A year ago, with little fanfare, I put down my last cigarette. In this past year, I have had reason to reflect… actually, I really don’t want to talk about quitting. It was 365 days ago and I am a non-smoker, happily, hopefully, and willingly.
Smoking was one of my last defenses. When I was feeling particularly mentally ill, I could always duck out for a smoke to soothe the cacophony around me. My cigarette was my shield, a cloud of safety in various parking lots around the world.
When your brain is distracted, and people are in tunnels around you, being outside was literal and the best way to deal with it all. A place to formulate a plan and screw up the courage to once again wade into the breach that is human interaction.

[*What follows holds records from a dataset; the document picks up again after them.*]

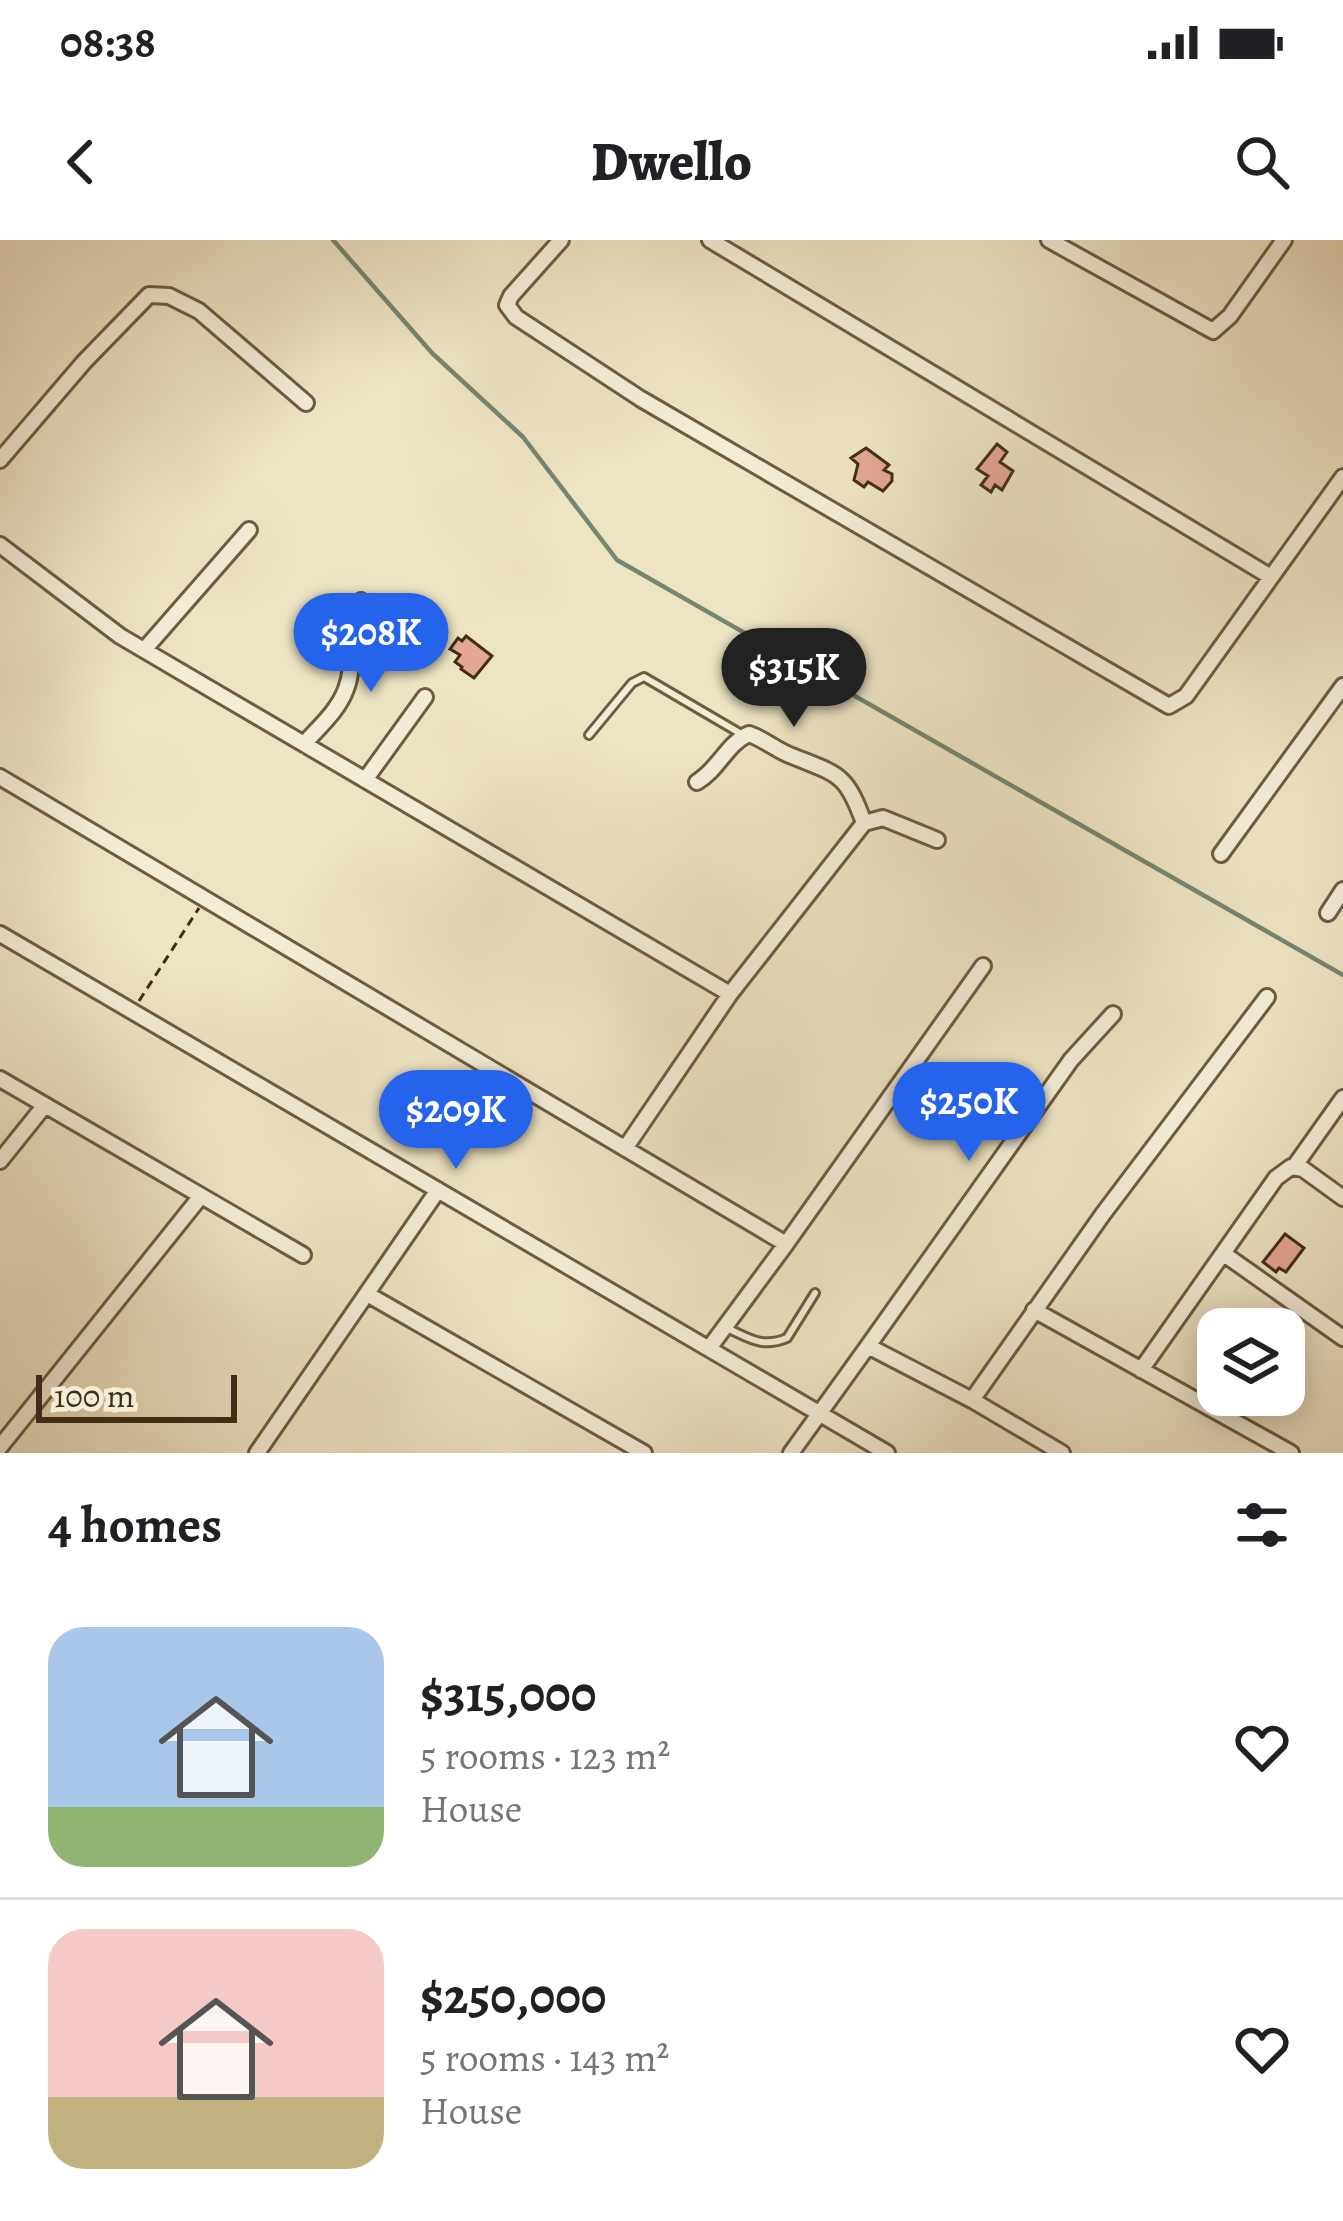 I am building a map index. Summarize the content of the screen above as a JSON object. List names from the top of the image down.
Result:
{
  "scale_bar": "100 m",
  "page": {
    "status": "08:38",
    "header": "Dwello",
    "price": [
      "$208K",
      "$315K",
      "$250K",
      "$209K"
    ],
    "scale": "100 m",
    "heading": "4 homes",
    "list": [
      {
        "name": "$315,000",
        "note": "5 rooms · 123 m² · House"
      },
      {
        "name": "$250,000",
        "note": "5 rooms · 143 m² · House"
      }
    ]
  }
}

Sometimes, the cigarette you clutch in your hand is the last grasp you have on this planet. A burning in your lungs and a burnt smell assuring you, yes, you are still here.
Only the untethered know what I mean.
My mind goes a million miles a minute, thinking about Genesis post-Peter Gabriel and quantum states of cats and stories about a hacker/ninja girl named Babette. All this while I disassociate, floating above my body, controlling it like a puppet.

The cigarette in the parking lot saved me from all of that.
So now I have no rope of smoke, as impermanent as it was. Now, I am forced to deal with it all. If I really have to dodge, most of the family understands if I take a loooooong bathroom break. There is the smaller ‘breathe break’ (4-7-8 FTW) to get by as well.
It’s all a matter of degrees now. I need time alone (provided I should have time alone, unless, of course, I shouldn’t… IYKYK) and a quiet moment, because if you lived in this head mentally and physically, sometimes not focusing, not thinking, not having to be present is a gift.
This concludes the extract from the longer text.